As a subzero front moved in last week leaving weathermen awestruck with the record-breaking cold temperatures heading across the central U.S., everyone else was preparing to deal with freezing temperatures and snow. Ranchers were scrambling to make homemade windbreaks, put out bale after bale of hay and sharpen axes for heavy duty ice chopping. Some bought salt to clear sidewalks and most stocked up at the grocery store expecting the weather to keep them at home for several days. However, these prolonged below-freezing conditions also brought about a new concern that became alarmingly evident when millions of people were left without power as the grid struggled to pump out heat and electricity.

While the Democrats and Republicans argue about who is to blame for this energy catastrophe, the events of this week should serve as a warning to the rest of us that our energy system is not reliable, nor is it secure. It was a sobering feeling when state officials started calling for residents to turn down their heaters to 68 degrees Fahrenheit, turn off as many lights as possible and refrain from using appliances like dishwashers, stoves and washing machines.

This is America, how could we be in this dire situation? Rolling blackouts happen in California and on occasion in other states, but never in my state of Oklahoma and certainly not to the degree Texas experienced this week. This week felt like we were living in a communist or even third-world country. America is the home of the most hardworking and innovative people in the world and we should be able to power our country without families freezing to death in their homes. Whether it’s renewable or non-renewable energy, the U.S. should have more than enough power for its citizens and there is not a reasonable explanation for what happened this week. But if the recent domestic energy shortage wasn’t bad enough, there’s a whole different concern when it comes to energy security.

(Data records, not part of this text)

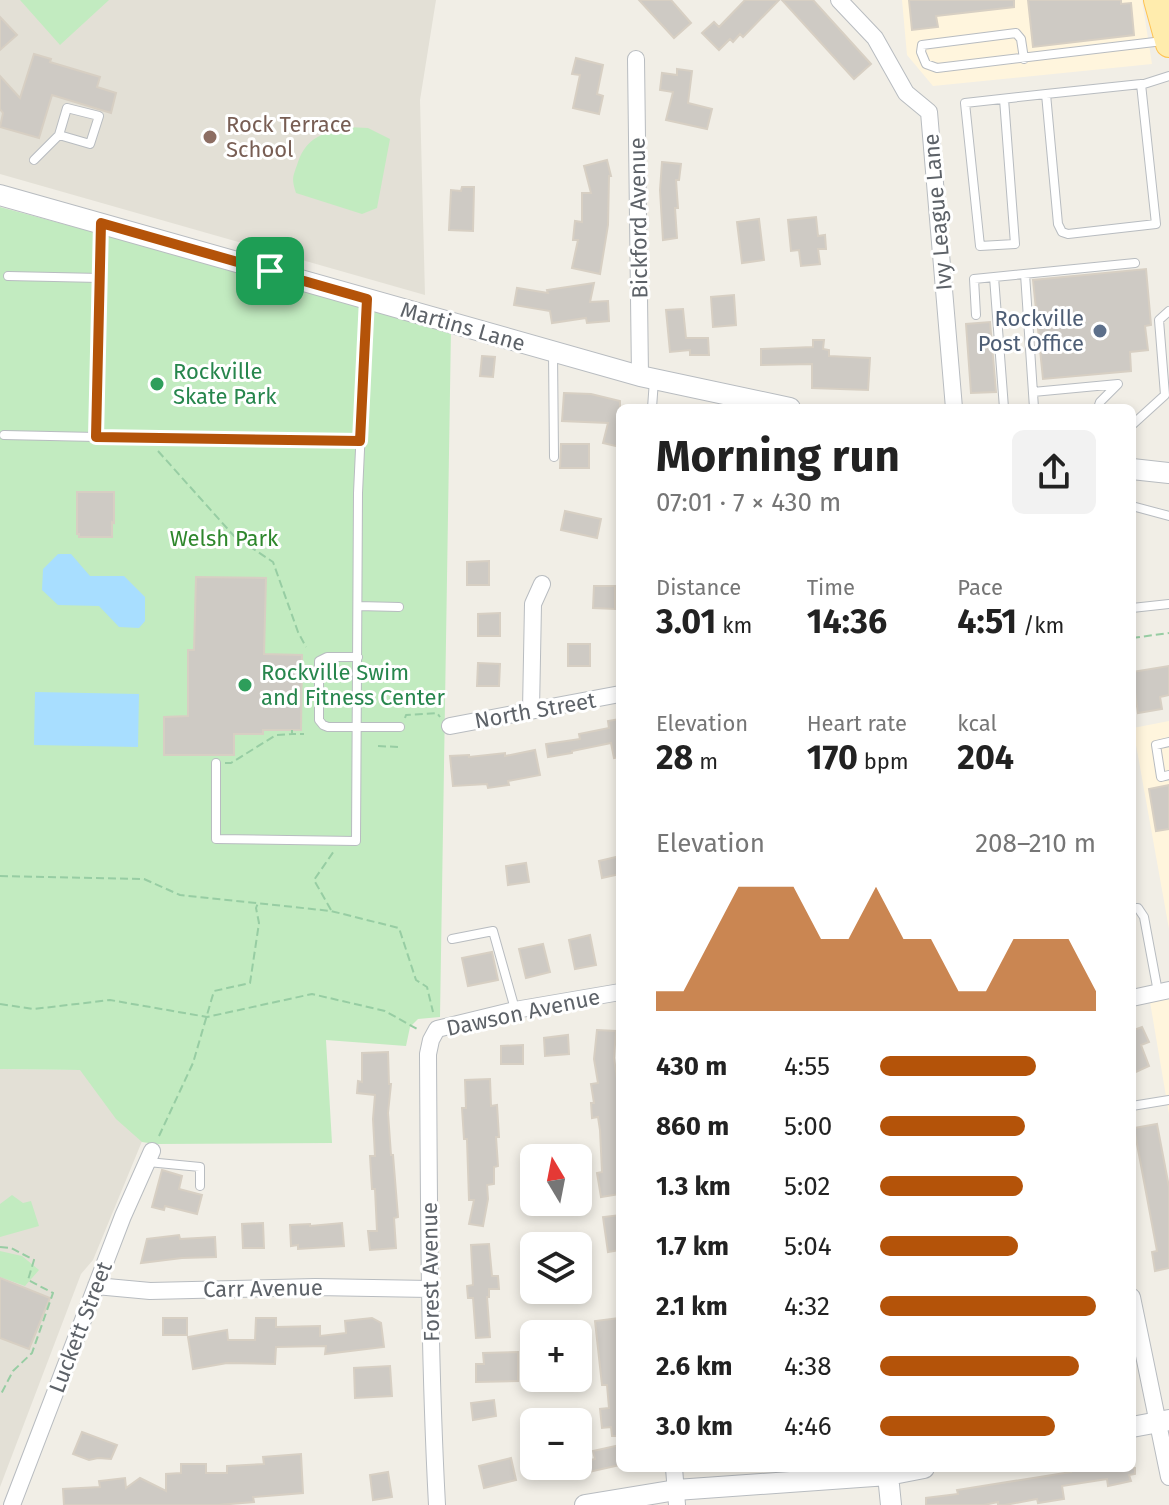 <!DOCTYPE html>
<meta charset="utf-8">
<style>
body{margin:0;font-family:"Fira Sans",sans-serif;background:#f2f2f2;color:#222;height:100vh;display:flex;flex-direction:column;font-size:30px;white-space:nowrap}
*{box-sizing:border-box;margin:0}
p{font-size:26px;color:#767676}
.icon{flex:none;width:44px;height:44px;fill:none;stroke:currentColor;stroke-width:2;stroke-linecap:round;stroke-linejoin:round}
.map{position:relative;flex:1;overflow:hidden}
.panel{position:absolute;left:616px;top:404px;width:520px;height:1068px;display:flex;flex-direction:column;background:#fff;border-radius:12px;box-shadow:0 4px 12px #0003}
.panel>*{flex:none}
.needle{width:52px;rotate:350deg}
.tools{position:absolute;left:520px;top:1144px;display:grid;gap:16px}
.tools a{display:grid;place-items:center;width:72px;height:72px;border-radius:12px;background:#fff;box-shadow:0 4px 12px #0003;font-size:40px}
.pin{position:absolute;display:grid;place-items:center;width:68px;height:68px;color:#fff;margin:-34px;border-radius:16px;box-shadow:0 4px 12px #0006}
.round{display:grid;place-items:center;flex:none;width:84px;height:84px;border-radius:12px;background:#f2f2f2}
.headline{display:flex;align-items:center;justify-content:space-between;height:136px;padding:0 40px}
h1{font-size:44px;font-weight:700;line-height:60px}
.figures{display:grid;grid-template-columns:repeat(3,1fr);gap:12px;height:136px;padding:8px 40px}
.figures div{display:grid;align-content:center}
.figures b{font-size:34px;font-weight:700}
.figures small{font-size:22px;font-weight:400}
.figures p{font-size:22px}
.chart{height:224px;padding:16px 40px}
.chart p{display:flex;justify-content:space-between}
.chart svg{width:100%;height:144px;margin-top:8px;fill:#b45309;opacity:.7}
ul{padding:0 40px;list-style:none;font-size:26px}
li{display:grid;grid-template-columns:128px 96px 1fr;align-items:center;height:60px}
li i{height:20px;border-radius:10px;background:#b45309}
.map>svg:first-child{display:block}
</style>
<div class="map">
<svg width="1169" height="1505" viewBox="0 0 1169 1505">
<rect width="100%" height="100%" fill="#f1eee6"/>
<!-- commercial -->
<path fill="#fff5dd" d="M 902,0 L 1142,0 L 1152,64 L 933,86 L 907,55 Z
M 1169,721 L 1169,929 L 1133,728 Z
M 1169,999 L 1169,1114 L 1150,1002 Z"/>
<!-- education -->
<path fill="#e3e0d6" d="M 0,0 L 436,0 L 420,100 L 425,295 L 0,174 Z
M 0,1069 L 171,1071 L 93,1260 L 81,1274 L 0,1487 Z"/>
<!-- green -->
<path fill="#c2ebc0" d="M 20,0 L 109,0 L 60,45 Z
M 347,127 L 368,128 L 390,139 L 377,208 L 362,214 L 296,193 C 291,178 293,177 298,162 C 307,137 323,133 347,127 Z
M 0,207 L 451,328 L 440,1017 L 418,1019 L 410,1027 L 406,1046 L 326,1040 L 332,1143 L 155,1144 L 142,1142 L 116,1119 L 80,1070 L 0,1069 Z
M 12,1195 L 23,1203 L 31,1201 L 39,1226 L 0,1237 L 0,1204 Z
M 0,1251 L 22,1256 L 39,1270 L 25,1286 L 0,1277 Z"/>
<!-- water -->
<path fill="#a8deff" d="M 58,554 L 71,554 L 90,576 L 124,576 L 145,597 L 145,621 L 139,628 L 119,627 L 99,606 L 58,605 L 42,590 L 43,569 Z
M 35,692 L 139,694 L 138,747 L 34,745 Z"/>
<!-- building -->
<path fill="#cecac4" stroke="#d7cfc3" stroke-width="2" d="M 639,0 L 671,0 L 691,23 L 674,38 Z
M 745,0 L 779,0 L 743,37 L 740,34 L 733,42 L 730,39 L 719,50 L 702,33 L 714,22 L 719,27 Z
M 782,0 L 813,0 L 871,64 L 854,79 Z
M 909,0 L 1014,0 L 1014,7 L 936,16 L 938,27 L 912,30 Z
M 1028,0 L 1121,0 L 1121,4 L 1131,3 L 1134,35 L 1033,47 Z
M 0,17 L 17,35 L 0,50 Z
M 34,54 L 51,59 L 50,62 L 100,77 L 97,87 L 116,93 L 111,113 L 52,95 L 39,138 L 0,127 L 3,113 L 0,109 L 0,76 L 20,98 Z
M 576,58 L 603,65 L 597,94 L 603,96 L 599,114 L 573,108 L 580,75 L 572,74 Z
M 677,69 L 692,71 L 688,103 L 712,109 L 707,129 L 666,120 L 673,92 L 660,90 L 662,73 L 677,75 Z
M 607,160 L 611,176 L 609,176 L 608,225 L 600,274 L 572,268 L 578,240 L 573,240 L 575,221 L 582,222 L 582,193 L 591,193 L 584,166 Z
M 662,162 L 681,164 L 679,180 L 676,180 L 678,208 L 675,208 L 677,238 L 663,240 L 660,190 Z
M 462,187 L 474,187 L 473,231 L 449,230 L 451,190 L 461,191 Z
M 816,217 L 818,236 L 825,235 L 826,249 L 818,249 L 820,264 L 801,266 L 799,250 L 791,251 L 788,220 Z
M 759,219 L 764,260 L 742,263 L 737,222 Z
M 1146,269 L 1151,325 L 1145,326 L 1148,350 L 1130,352 L 1131,371 L 1043,379 L 1033,280 Z
M 594,283 L 590,302 L 608,301 L 609,321 L 587,323 L 586,318 L 552,323 L 550,311 L 514,305 L 517,288 L 548,293 L 547,290 Z
M 734,295 L 736,325 L 713,327 L 711,297 Z
M 683,309 L 686,338 L 708,338 L 709,355 L 690,355 L 690,350 L 670,352 L 666,310 Z
M 990,322 L 996,392 L 971,393 L 966,324 Z
M 813,340 L 824,340 L 823,349 L 829,350 L 829,356 L 870,358 L 868,390 L 812,388 L 812,364 L 761,365 L 761,349 L 813,347 Z
M 482,356 L 495,357 L 493,377 L 480,376 Z
M 564,393 L 591,394 L 620,401 L 620,447 L 603,443 L 608,423 L 562,421 Z
M 561,444 L 589,444 L 589,468 L 560,468 Z
M 77,492 L 114,492 L 114,523 L 112,522 L 112,537 L 79,537 L 79,534 L 77,534 Z
M 565,511 L 601,519 L 597,538 L 561,530 Z
M 489,561 L 489,585 L 467,585 L 467,562 Z
M 196,577 L 266,578 L 264,654 L 302,655 L 301,730 L 263,730 L 263,734 L 234,734 L 234,755 L 164,755 L 164,717 L 188,716 L 188,650 L 194,650 Z
M 594,586 L 615,586 L 615,609 L 593,608 Z
M 500,613 L 500,636 L 478,636 L 478,614 Z
M 568,644 L 590,644 L 590,666 L 568,666 Z
M 478,663 L 500,664 L 499,686 L 477,686 Z
M 1169,666 L 1169,695 L 1160,697 L 1162,709 L 1138,713 L 1132,672 Z
M 620,719 L 620,757 L 614,758 L 611,743 L 572,751 L 572,753 L 548,757 L 546,744 L 580,739 L 579,734 L 609,728 L 608,721 Z
M 535,750 L 540,775 L 508,781 L 509,785 L 488,788 L 487,784 L 453,786 L 450,756 L 469,755 L 469,757 L 505,753 L 505,756 Z
M 1169,785 L 1169,829 L 1156,831 L 1149,789 Z
M 620,856 L 620,874 L 602,878 L 599,861 Z
M 526,863 L 529,882 L 508,885 L 506,866 Z
M 590,935 L 596,965 L 575,969 L 569,940 Z
M 543,944 L 550,972 L 526,978 L 519,949 Z
M 492,952 L 498,980 L 468,986 L 462,958 Z
M 1132,1026 L 1134,1030 L 1142,1027 L 1149,1042 L 1141,1045 L 1149,1066 L 1136,1072 L 1132,1063 Z
M 597,1030 L 616,1031 L 614,1058 L 619,1092 L 618,1092 L 620,1162 L 617,1163 L 620,1194 L 601,1197 L 597,1173 L 602,1172 L 600,1130 L 598,1117 L 592,1118 L 591,1103 L 594,1103 L 591,1084 L 598,1083 L 594,1059 Z
M 568,1035 L 569,1054 L 545,1056 L 544,1038 Z
M 523,1045 L 523,1064 L 501,1064 L 501,1046 Z
M 388,1052 L 389,1084 L 391,1084 L 388,1113 L 391,1155 L 393,1155 L 398,1217 L 394,1218 L 396,1248 L 370,1250 L 368,1231 L 377,1231 L 375,1189 L 372,1189 L 370,1156 L 375,1156 L 373,1119 L 375,1095 L 357,1093 L 358,1081 L 362,1082 L 362,1053 Z
M 490,1079 L 491,1106 L 497,1105 L 499,1137 L 496,1137 L 498,1166 L 494,1167 L 494,1184 L 487,1185 L 488,1199 L 483,1226 L 469,1224 L 474,1200 L 469,1200 L 467,1139 L 464,1139 L 462,1108 L 466,1108 L 465,1080 Z
M 1157,1124 L 1169,1187 L 1169,1268 L 1155,1271 L 1152,1252 L 1157,1251 L 1134,1128 Z
M 162,1170 L 182,1176 L 179,1189 L 202,1195 L 197,1214 L 165,1206 L 164,1210 L 152,1207 Z
M 620,1215 L 620,1250 L 608,1252 L 603,1217 Z
M 263,1223 L 264,1248 L 243,1248 L 242,1224 Z
M 342,1223 L 344,1246 L 298,1249 L 298,1245 L 291,1246 L 290,1225 L 310,1224 L 310,1226 Z
M 179,1235 L 180,1239 L 215,1237 L 216,1257 L 182,1258 L 141,1263 L 147,1239 Z
M 489,1244 L 492,1276 L 498,1276 L 499,1289 L 489,1289 L 489,1297 L 487,1297 L 490,1337 L 476,1338 L 473,1298 L 468,1298 L 467,1286 L 473,1285 L 471,1245 Z
M 0,1278 L 50,1298 L 29,1349 L 0,1338 Z
M 163,1318 L 187,1318 L 187,1335 L 163,1335 Z
M 256,1318 L 276,1318 L 276,1327 L 320,1326 L 320,1336 L 346,1333 L 345,1321 L 372,1318 L 381,1323 L 384,1347 L 325,1354 L 326,1346 L 276,1347 L 275,1364 L 227,1363 L 193,1369 L 188,1337 L 227,1330 L 228,1340 L 255,1340 Z
M 620,1318 L 620,1436 L 612,1436 L 611,1427 L 602,1428 L 600,1409 L 609,1408 L 607,1385 L 602,1385 L 595,1321 Z
M 518,1352 L 518,1381 L 476,1382 L 476,1364 L 484,1364 L 483,1353 Z
M 390,1366 L 392,1396 L 355,1398 L 354,1368 Z
M 494,1400 L 496,1416 L 473,1420 L 471,1403 Z
M 82,1432 L 117,1445 L 111,1459 L 98,1458 L 89,1460 L 73,1454 Z
M 620,1445 L 620,1465 L 584,1473 L 581,1462 L 595,1459 L 593,1451 Z
M 301,1454 L 303,1493 L 253,1497 L 254,1502 L 218,1505 L 64,1505 L 63,1489 L 100,1487 L 99,1481 L 125,1478 L 126,1488 L 140,1478 L 166,1491 L 166,1474 L 181,1473 L 181,1464 L 206,1464 L 206,1473 L 227,1473 L 227,1466 L 264,1464 L 263,1457 Z
M 511,1458 L 516,1480 L 484,1488 L 479,1466 Z
M 1070,1468 L 1135,1468 L 1135,1474 L 1129,1475 L 1131,1481 L 1108,1486 L 1107,1479 L 1062,1486 L 1064,1499 L 1038,1503 L 1037,1499 L 1005,1505 L 998,1505 L 998,1502 L 984,1505 L 926,1505 L 926,1498 L 958,1494 L 957,1490 L 1071,1472 Z
M 388,1472 L 392,1497 L 373,1500 L 370,1475 Z"/>
<g fill="none" stroke-linecap="round" stroke-linejoin="round">
<!-- service casing -->
<g stroke="#b8bcc0" stroke-width="10">
<path id="service" d="M 1024,59 L 1021,39 L 1016,33 L 922,45 L 921,52 L 926,64 L 937,68 L 1163,41
M 1141,84 L 1156,224 L 1068,234 L 1062,232 L 1058,224 L 1046,94 L 1141,84 L 1144,84 L 1169,76
M 1004,99 L 1015,244 L 980,246 L 965,103 L 1046,94
M 34,160 L 59,135 L 90,144 L 99,116 L 67,108 L 59,135
M 101,226 L 96,437 L 360,441
M 1025,274 L 1034,408
M 8,276 L 100,278
M 976,315 L 974,279 L 994,277
M 553,352 L 554,457
M 1033,392 L 1118,384 L 1100,402 L 1098,408
M 652,408 L 654,380
M 1004,408 L 994,277 L 1135,263
M 1132,425 L 1165,395 L 1159,320 L 1169,311
M 4,435 L 96,437
M 1132,506 L 1169,516
M 358,606 L 399,607
M 1132,608 L 1169,604
M 358,657 L 327,657 L 319,661 L 319,720 L 323,725 L 328,727 L 400,727
M 1169,742 L 1156,745 L 1161,777 L 1169,775
M 216,763 L 216,839 L 356,841 L 358,493 L 367,299
M 1132,908 L 1138,908 L 1144,917 L 1158,992
M 452,939 L 493,931 L 515,1009
M 1132,1106 L 1169,1100
M 148,1162 L 200,1167 L 200,1186"/>
</g>
<!-- minor casing -->
<g stroke="#b8bcc0" stroke-width="18">
<path id="minor" d="M 839,0 L 875,38 L 906,93 L 929,112 L 954,408
M 636,59 L 640,376
M 531,710 L 533,604 L 542,584
M 450,726 L 620,694
M 1132,998 L 1169,990
M 96,1286 L 150,1291 L 315,1287 L 430,1289
M 1132,1297 L 1169,1477
M 674,1468 L 677,1505
M 12,1505 L 123,1216 L 152,1151
M 437,1505 C 429,1355 429,1204 428,1054 L 431,1040 L 437,1029 L 515,1010 L 620,992"/>
</g>
<!-- tertiary casing -->
<g stroke="#b8bcc0" stroke-width="22">
<path id="tertiary" d="M 0,195 L 640,376 L 790,408
M 1132,469 L 1169,473
M 1132,1427 L 1169,1420
M 888,1475 L 891,1505
M 585,1505 L 676,1490 L 888,1475 L 924,1468"/>
</g>
<!-- primary casing -->
<g stroke="#ffc351" stroke-width="28">
<path id="primary" d="M 1157,0 L 1169,44"/>
</g>
<!-- path -->
<path stroke="#97cda3" stroke-width="2" stroke-dasharray="8 4" stroke-linecap="butt" d="M 158,451 L 234,536 L 273,562 L 298,632 L 306,647
M 1132,638 L 1169,633
M 405,718 L 406,715 L 437,713 L 440,717
M 292,730 L 292,734 L 304,734
M 378,746 L 399,747
M 225,763 L 231,763 L 276,735 L 292,734
M 0,876 L 144,879 L 180,895 L 331,911 L 399,928 L 416,980 L 427,987 L 433,1012
M 331,910 L 314,880 L 334,851
M 0,1004 L 34,1009 L 110,1000 L 207,1017 L 312,994 L 385,1011 L 417,1029
M 159,1136 L 193,1063 L 214,991 L 250,983 L 259,923 L 256,908 L 258,903
M 0,1247 L 11,1248 L 34,1260 L 28,1280 L 53,1293 L 32,1353 L 13,1371 L 0,1396"/>
<!-- service -->
<use href="#service" stroke="#fff" stroke-width="8"/>
<!-- minor -->
<use href="#minor" stroke="#fff" stroke-width="16"/>
<!-- tertiary -->
<use href="#tertiary" stroke="#fff" stroke-width="20"/>
<!-- primary -->
<use href="#primary" stroke="#ffecad" stroke-width="26"/>
</g>
<g fill="none" stroke-linecap="round" stroke-linejoin="round">
<!-- route casing -->
<g stroke="#fff" stroke-width="16">
<path id="route" d="M 101,223 L 367,299 L 360,441 L 96,437 Z"/>
</g>
<!-- route -->
<use href="#route" stroke="#b45309" stroke-width="10"/>
</g>
<!-- markers -->
<circle fill="#8d6e63" stroke="#fff" stroke-width="3" cx="210" cy="137" r="8"/>
<circle fill="#5c6f8a" stroke="#fff" stroke-width="3" cx="1100" cy="331" r="8"/>
<g fill="#2e9e5b" stroke="#fff" stroke-width="3">
<circle cx="157" cy="384" r="8"/>
<circle cx="245" cy="685" r="8"/>
</g>
<g text-anchor="middle" stroke-width="6" stroke-linejoin="round" paint-order="stroke">
<!-- education labels -->
<g font-size="22" fill="#785e54" stroke="#fff" text-anchor="start">
<text x="226" y="132">Rock Terrace<tspan x="226" dy="25">School</tspan></text>
</g>
<!-- street labels -->
<g font-size="22" fill="#5d6268" stroke="#fff">
<text transform="translate(937 212) rotate(-95)" y="8">Ivy League Lane</text>
<text transform="translate(638 218) rotate(-91)" y="8">Bickford Avenue</text>
<text transform="translate(463 326) rotate(16)" y="8">Martins Lane</text>
<text transform="translate(535 710) rotate(-10)" y="8">North Street</text>
<text transform="translate(523 1012) rotate(-12)" y="8">Dawson Avenue</text>
<text transform="translate(430 1272) rotate(-91)" y="8">Forest Avenue</text>
<text transform="translate(263 1288) rotate(-1)" y="8">Carr Avenue</text>
<text transform="translate(80 1327) rotate(-69)" y="8">Luckett Street</text>
</g>
<!-- service labels -->
<g font-size="22" fill="#4e5e75" stroke="#fff" text-anchor="end">
<text x="1084" y="326">Rockville<tspan x="1084" dy="25">Post Office</tspan></text>
</g>
<!-- leisure labels -->
<g font-size="22" fill="#27864d" stroke="#fff" text-anchor="start">
<text x="173" y="379">Rockville<tspan x="173" dy="25">Skate Park</tspan></text>
<text x="261" y="680">Rockville Swim<tspan x="261" dy="25">and Fitness Center</tspan></text>
</g>
<!-- park labels -->
<g font-size="22" fill="#2e872c" stroke="#fff">
<text x="224" y="546">Welsh Park</text>
</g>
</g>
</svg>
<div class="tools">
<a><svg class="needle" viewBox="-14 -14 28 28"><path d="M0-13l5 13h-10z" fill="#e53935"/><path d="M0 13l5-13h-10z" fill="#767676"/></svg></a>
<a><svg class="icon" aria-label="layers" viewBox="0 0 24 24"><path d="M12 4l9 5-9 5-9-5zM3 14l9 5 9-5"/></svg></a>
<a>+</a>
<a>−</a>
</div>
<div class="pin" style="left:270px;top:271px;background:#1e9e55"><svg class="icon" aria-label="arrive" viewBox="0 0 24 24"><path d="M6 21V4h12l-3 4 3 4H6"/></svg></div>
<section class="panel">
<div class="headline"><div><h1>Morning run</h1><p>07:01 · 7 × 430 m</p></div><a class="round"><svg class="icon" aria-label="share" viewBox="0 0 24 24"><path d="M12 15V3M7 8l5-5 5 5M5 13v7h14v-7"/></svg></a></div>
<div class="figures">
<div><p>Distance</p><b>3.01<small> km</small></b></div>
<div><p>Time</p><b>14:36</b></div>
<div><p>Pace</p><b>4:51<small> /km</small></b></div>
</div>
<div class="figures">
<div><p>Elevation</p><b>28<small> m</small></b></div>
<div><p>Heart rate</p><b>170<small> bpm</small></b></div>
<div><p>kcal</p><b>204</b></div>
</div>
<div class="chart"><p><span>Elevation</span>208–210 m</p>
<svg viewBox="0 0 160 44" preserveAspectRatio="none"><path d="M0 44V38L10 38L20 22L30 6L40 6L50 6L60 22L70 22L80 6L90 22L100 22L110 38L120 38L130 22L140 22L150 22L160 38V44z"/></svg>
</div>
<ul>
<li><b>430 m</b>4:55<i style="width:72%"></i></li>
<li><b>860 m</b>5:00<i style="width:67%"></i></li>
<li><b>1.3 km</b>5:02<i style="width:66%"></i></li>
<li><b>1.7 km</b>5:04<i style="width:64%"></i></li>
<li><b>2.1 km</b>4:32<i style="width:100%"></i></li>
<li><b>2.6 km</b>4:38<i style="width:92%"></i></li>
<li><b>3.0 km</b>4:46<i style="width:81%"></i></li>
</ul>
</section>
</div>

This was inconvenient for all, scary for many and down-right deadly for some, and if facing this terrifying weather event without heat gave you pause, you might want to consider what life would be like if China controlled the power grid. Although it was buried in an executive order pertaining to climate change, President Biden recently suspended an executive order made by President Trump in May 2020 that prohibited the use of grid equipment that is made in China, Russia or other hostile nations. China, in particular, has been proven to be a threat to our power grid as far back as 2001, so the deliberate act of rescinding this order is rather perplexing. According to the Institute for Energy Research, Chinese power equipment—especially transformers—have been known to be embedded with software and hardware that can remotely access the grid and monitor or even gain control of our power. I don’t know about you, but I’m not comfortable with China being able to determine whether I have heat or if my oven is working to bake a pie. This week should be a wake-up call to take back our energy security, from both from a foreign and domestic standpoint.